Three-dimensional Chern-Simons vector models display an approximate higher spin symmetry in the large $N$ limit. Their single-trace operators consist of a tower of weakly broken currents, as well as a scalar $σ$ of approximate twist $1$ or $2$. We study the consequences of crossing symmetry for the four-point correlator of $σ$ in a $1/N$ expansion, using analytic bootstrap techniques. To order $1/N$ we show that crossing symmetry fixes the contribution from the tower of currents, providing an alternative derivation of well-known results by Maldacena and Zhiboedov. When $σ$ has twist $1$ its OPE receives a contribution from the exchange of $σ$ itself with an arbitrary coefficient, due to the existence of a marginal sextic coupling. We develop the machinery to determine the corrections to the OPE data of double-trace operators due to this, and to similar exchanges. This in turns allows us to fix completely the correlator up to three known truncated solutions to crossing. We then proceed to study the problem to order $1/N^2$. We find that crossing implies the appearance of odd-twist double-trace operators, and calculate their OPE coefficients in a large spin expansion.
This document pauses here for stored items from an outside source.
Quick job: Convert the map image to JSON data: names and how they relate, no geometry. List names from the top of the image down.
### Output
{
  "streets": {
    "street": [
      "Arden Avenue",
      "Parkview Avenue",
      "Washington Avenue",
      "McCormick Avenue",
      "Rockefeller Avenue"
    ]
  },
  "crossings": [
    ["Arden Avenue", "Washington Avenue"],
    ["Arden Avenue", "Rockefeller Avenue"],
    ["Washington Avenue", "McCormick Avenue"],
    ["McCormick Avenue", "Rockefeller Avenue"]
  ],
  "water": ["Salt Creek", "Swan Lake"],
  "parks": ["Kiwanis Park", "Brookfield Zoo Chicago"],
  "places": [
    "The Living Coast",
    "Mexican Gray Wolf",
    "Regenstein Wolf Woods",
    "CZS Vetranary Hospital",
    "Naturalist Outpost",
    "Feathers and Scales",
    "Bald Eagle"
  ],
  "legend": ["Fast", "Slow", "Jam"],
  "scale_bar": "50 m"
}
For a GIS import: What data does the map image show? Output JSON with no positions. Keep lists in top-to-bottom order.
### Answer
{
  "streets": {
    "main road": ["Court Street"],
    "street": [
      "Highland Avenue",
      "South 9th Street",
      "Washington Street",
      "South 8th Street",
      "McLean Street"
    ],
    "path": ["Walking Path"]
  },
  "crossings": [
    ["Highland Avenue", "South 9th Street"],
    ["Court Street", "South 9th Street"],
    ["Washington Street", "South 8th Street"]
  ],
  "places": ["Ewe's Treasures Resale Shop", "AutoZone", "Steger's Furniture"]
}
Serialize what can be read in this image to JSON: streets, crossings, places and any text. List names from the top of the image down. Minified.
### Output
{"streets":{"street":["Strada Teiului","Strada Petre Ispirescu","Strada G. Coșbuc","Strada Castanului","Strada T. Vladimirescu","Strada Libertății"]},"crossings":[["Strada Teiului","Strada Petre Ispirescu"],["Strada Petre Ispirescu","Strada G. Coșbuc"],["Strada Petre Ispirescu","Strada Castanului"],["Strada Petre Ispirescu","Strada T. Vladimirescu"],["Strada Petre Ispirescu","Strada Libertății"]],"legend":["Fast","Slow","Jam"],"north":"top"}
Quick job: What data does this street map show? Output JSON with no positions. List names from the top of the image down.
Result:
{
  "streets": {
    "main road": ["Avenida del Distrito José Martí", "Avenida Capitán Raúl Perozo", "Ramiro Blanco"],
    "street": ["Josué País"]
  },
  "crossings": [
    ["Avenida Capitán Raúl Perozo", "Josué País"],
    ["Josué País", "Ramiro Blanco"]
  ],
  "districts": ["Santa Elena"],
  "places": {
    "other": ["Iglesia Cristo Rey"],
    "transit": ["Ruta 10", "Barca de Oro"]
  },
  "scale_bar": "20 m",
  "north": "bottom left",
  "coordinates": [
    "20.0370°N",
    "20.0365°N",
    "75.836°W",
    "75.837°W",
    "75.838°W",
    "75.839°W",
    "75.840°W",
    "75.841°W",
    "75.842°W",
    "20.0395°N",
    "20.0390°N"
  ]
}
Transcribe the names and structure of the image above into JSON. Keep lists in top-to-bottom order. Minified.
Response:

Also, surprisingly, crossing at order $1/N^2$, implies non-trivial $O(1/N)$ anomalous dimensions for even-twist double-trace operators, even though such contributions do not appear in the four-point function at order $1/N$ (in the case where there is no scalar exchange). We argue that this phenomenon arises due to operator mixing. Finally, we analyse the bosonic vector model with a sextic coupling without gauge interactions, and determine the order $1/N^2$ corrections to the dimensions of twist-$2$ double-trace operators.